Bespoke, Queensland Ballet

Brisbane Powerhouse, November 9.

This year’s Bespoke triple bill could hardly be more diverse. It starts with neo-classicism and finishes with emotions, memories and personalities to the fore. In between the two is a work that insists dancers and audiences go well beyond their comfort zone and deliberately defies easy analysis.

That work in the centre of the program, Lucy Guerin’s pointNONpoint, could also perhaps be described as being central to Bespoke’s mission. Each year (this is the third iteration of Bespoke) Queensland Ballet leaves Queensland Performing Arts Centre and heads to Brisbane’s home of contemporary culture, the Powerhouse.

There’s a clue right there about the intent. We are not in tutu-land any more. Boundaries will be stretched. Maybe. This year only Guerin’s piece really extends performers and observers. It’s also the most interesting by far.

QB Artists_The Apearance of Colour Loughlan Prior_Photography David Kelly (2)
Queensland Ballet in Loughlan Prior’s The Appearance of Colour. Photo: David Kelly

Loughlan Prior’s opener, The Appearance of Colour (it takes its name from its music of the same name by John Metcalfe), is a smart-looking work impelled by the forces of changing colours and patterns in light. Prior was inspired by the change from black and white to colour of television transmissions and the idea is translated elegantly into animations projected on to the floor. Prior also has the cast of 12 make patterns in the air with small cubes glowing with colour, which is fun, and the group of mostly Young Artists looks polished, if rather anonymous.

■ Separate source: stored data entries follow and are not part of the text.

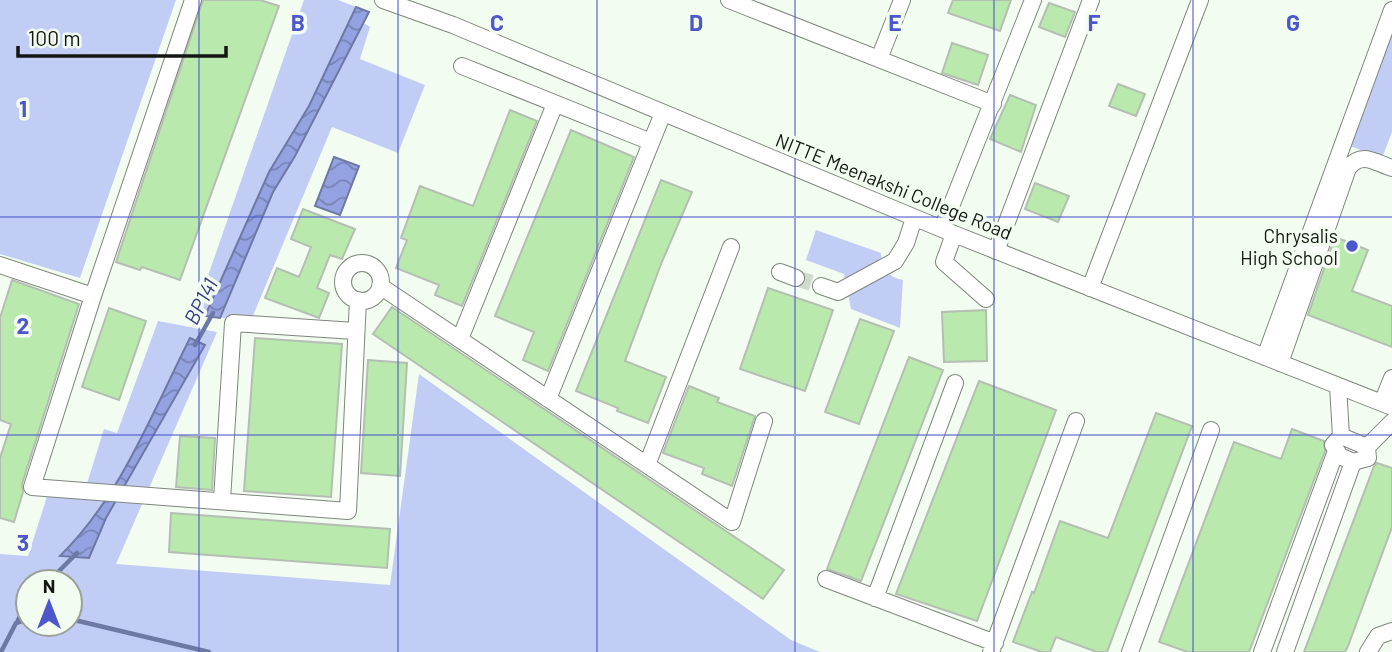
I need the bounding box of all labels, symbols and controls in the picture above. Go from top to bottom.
text: B [291,8,305,36]
text: C [490,8,504,36]
text: D [689,8,703,36]
text: E [888,8,902,36]
text: F [1088,8,1101,36]
text: G [1286,8,1300,36]
scale bar [18,14,226,58]
text: 100 m [28,25,81,50]
text: 1 [19,94,27,122]
street label: NITTE Meenakshi College Road [773,128,1015,244]
place label: Chrysalis High School [1240,224,1338,269]
marker: Chrysalis High School [1344,238,1360,254]
water label: BP141 [178,274,222,328]
text: 2 [17,311,29,339]
text: 3 [17,528,29,556]
north arrow [14,568,84,638]
text: N [43,574,55,597]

I do however wish that choreographers would leave off having people run around the space for no apparent reason (Prior is far from being alone in this). Ultimately The Appearance of Colour is super sleek but fails to quicken the pulse.

Amy Hollingsworth, formerly with QB but now artistic director of Expressions Dance Company, clearly has huge affection for the dancers she once worked with so closely. From Within celebrates what Hollingsworth calls “gloriously messy human selves”. In truth the structure is a bit messy itself as duos, small groups and the full complement of 12 interacts energetically in a variety of moods. It’s all thoroughly engaging though, with a wonderful section featuring company artist Vanessa Morelli, whose glamour is matched by her apparent bonelessness; a bracing duo for Jack Lister and Rian Thompson; and the always eye-catching Lucy Green in everything she did.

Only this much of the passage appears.